The Coen brothers are the quirky and film noir savvy brothers that are known for their original black comedies. Their most recent release Burn After Reading finds the two brothers once again dealing with similar themes found in their other films. I felt that Burn After Reading was made around the idea of having smiling Brad Pitt's brain blown out. Underneath the Coen brother’s niche for unsettling humor lies a certain contempt towards certain individuals. The humor added to the Coen Brother’s films merely acts as an excuse for the brother filmmakers to not feel bad about their cinematically channeled hatred.

While watching Burn After Reading I couldn’t help but think that the character Osbourne Cox, played by John Malkovich, was modeled after the arrogant character traits of the Coen brothers. Malkovich, an actor I have always hated, plays a weasel-like and arrogant narcissist that is not too pleasant to look at. The character of Osbourne Cox is the sort of individual that reminds me a deranged yapping Chihuahua that seems to ignore the confused people looking at it. The question is; who really deserved a bullet in the skull? A yapping Cox or a retarded Brad Pitt?

Once again, Joel Coen casted his manly and unintentionally funny wife, Frances McDormand, in yet another film. McDormand once again proves that she has nothing new to offer in the way of interesting characters. She gave her “best” in Fargo as the tough and ambiguously female police officer. In Fargo, her character has a sort of sexual role reversal with her passive husband. I wouldn’t be surprised if the same situation was present at the Coen household. Just because Frances McDormand wears the pants in the relationship, doesn’t mean that “hubby” Joel should passively accept her demands in starring in his films.

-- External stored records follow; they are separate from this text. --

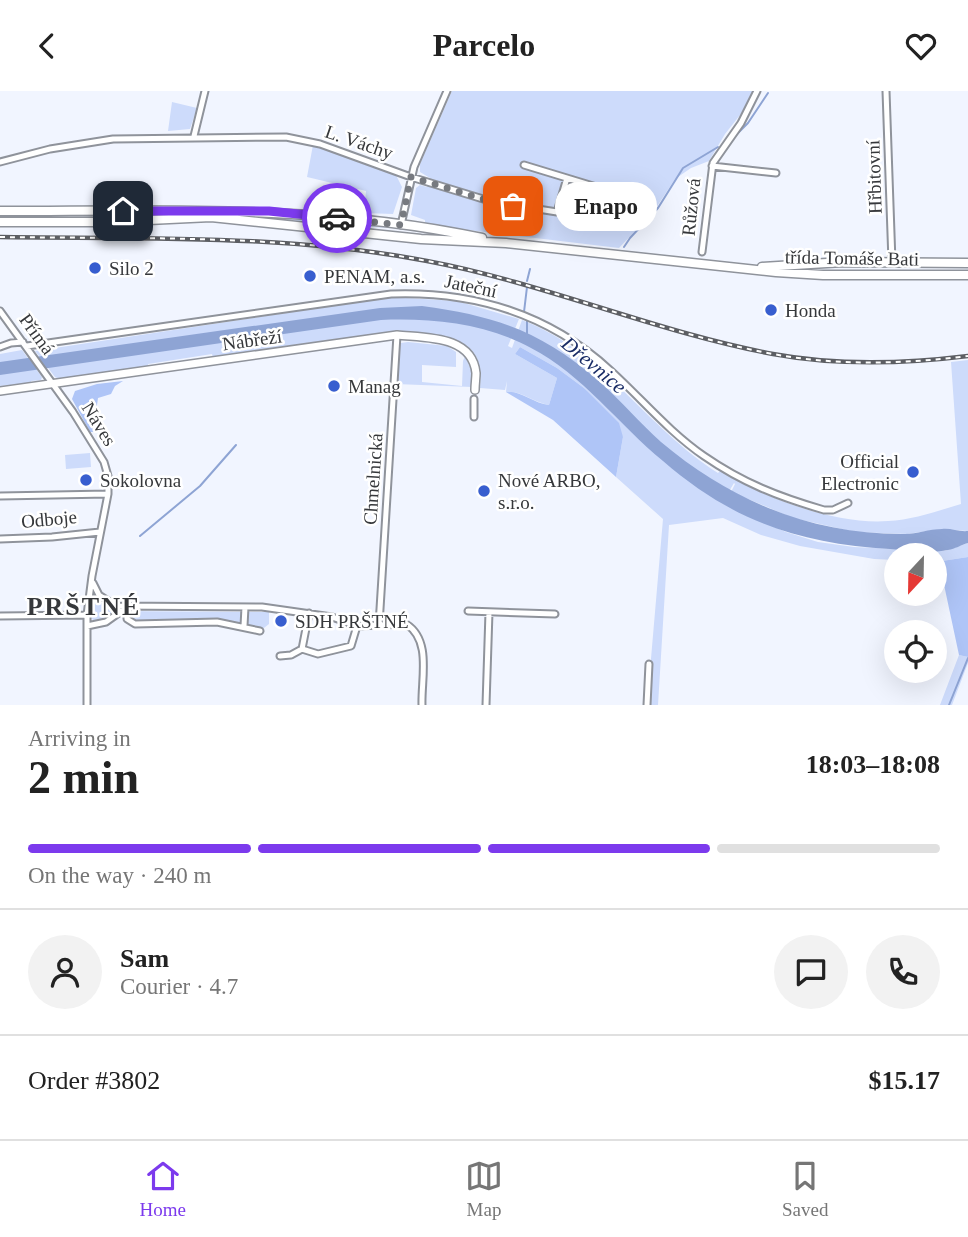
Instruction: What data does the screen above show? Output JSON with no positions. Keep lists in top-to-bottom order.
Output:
{
  "streets": {
    "main road": ["třída Tomáše Bati"],
    "street": [
      "L. Váchy",
      "Hřbitovní",
      "Růžová",
      "Jateční",
      "Přímá",
      "Nábřeží",
      "Náves",
      "Chmelnická",
      "Odboje"
    ]
  },
  "crossings": [
    ["Hřbitovní", "třída Tomáše Bati"],
    ["Jateční", "Přímá"],
    ["Přímá", "Náves"],
    ["Nábřeží", "Náves"],
    ["Nábřeží", "Chmelnická"],
    ["Náves", "Odboje"]
  ],
  "districts": ["PRŠTNÉ"],
  "water": ["Dřevnice"],
  "places": [
    "Enapo",
    "Silo 2",
    "PENAM, a.s.",
    "Honda",
    "Manag",
    "Official Electronic",
    "Sokolovna",
    "Nové ARBO, s.r.o.",
    "SDH PRŠTNÉ"
  ],
  "north": "bottom",
  "page": {
    "header": "Parcelo",
    "bubble": "Enapo",
    "heading": ["2 min", "Arriving in", "18:03–18:08"],
    "panel": [
      "Sam",
      "Courier · 4.7",
      "Order #3802",
      "$15.17"
    ],
    "bar": "On the way · 240 m",
    "tabs": ["Home", "Map", "Saved"]
  }
}
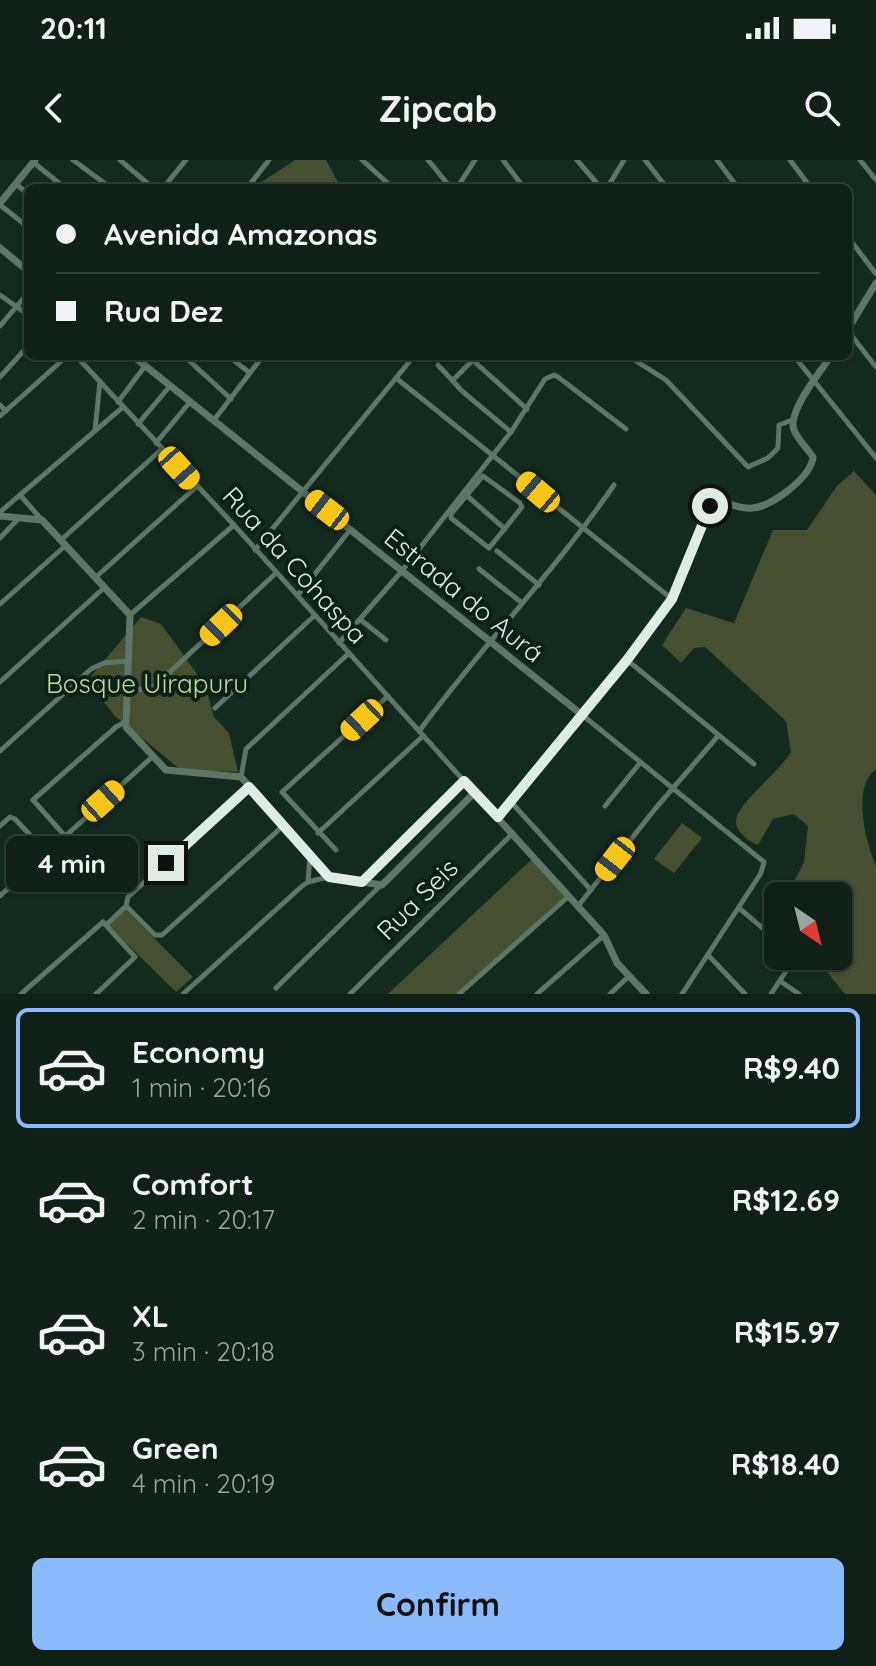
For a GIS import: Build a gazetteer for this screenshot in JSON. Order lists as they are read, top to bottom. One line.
{"streets":{"street":["Rua da Cohaspa","Estrada do Aurá","Rua Seis"]},"crossings":[["Rua da Cohaspa","Rua Seis"]],"parks":["Bosque Uirapuru"],"north":"bottom right","page":{"status":"20:11","header":"Zipcab","banner":["Avenida Amazonas","Rua Dez"],"bubble":"4 min","list":[{"name":"Economy","note":"1 min · 20:16","value":"R$9.40"},{"name":"Comfort","note":"2 min · 20:17","value":"R$12.69"},{"name":"XL","note":"3 min · 20:18","value":"R$15.97"},{"name":"Green","note":"4 min · 20:19","value":"R$18.40"}],"buttons":"Confirm"}}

I truly believe that the Coen brothers pretty much made the same film their entire career. Their greatest achievement is the almost masterpiece Barton Fink. Burn After Reading should be burned after watching. But I say this with respect to the brothers Coen’s finer achievements of yesteryear.No Country For Old Men showed that the Coens might have a little spark left in their now banal minds, but it’s doubtful. Over a decade of disappointments is hard to burn out of your mind.

-Ty E


Anonymous said...

You're not paying attention. It's really a film that points out how women are and always will be opportunists who will do anything to reach their self involved goals all the while oblivious to who actually cares for them . Count the deaths related to a silly want for plastic surgery. But hey I'm stupid too ... now with my second wife who is just as crazy as the first.

jervaise brooke hamster said...

all the coen brothers films are ludicrously over-rated unwatchable hogwash, i`ve always genuinly believed that ever since their ludicrously over-rated unwatchable hogwash started to pollute our screens back in the 80`s. I must admit i`ve always had a thing for frances mcdormand, i know she`s getting on a bit now but i`d still like to bugger her, and i agree about john malkovich being a load of old rubbish, strickly speaking the only good thing about him is that he isn`t british.

Danie McCafferty said...

This movie made me sad because it was like a painting by a kindergartener; they tried their very best, but it was still terrible. It reminded me of the independent films made by college kids at the last minute to get a (barely) passing grade.

That and the fact that they tried to market it as a comedy made it an absolute boner for me. If it had had a single redeeming quality, it might have been forgivable. But it didn't.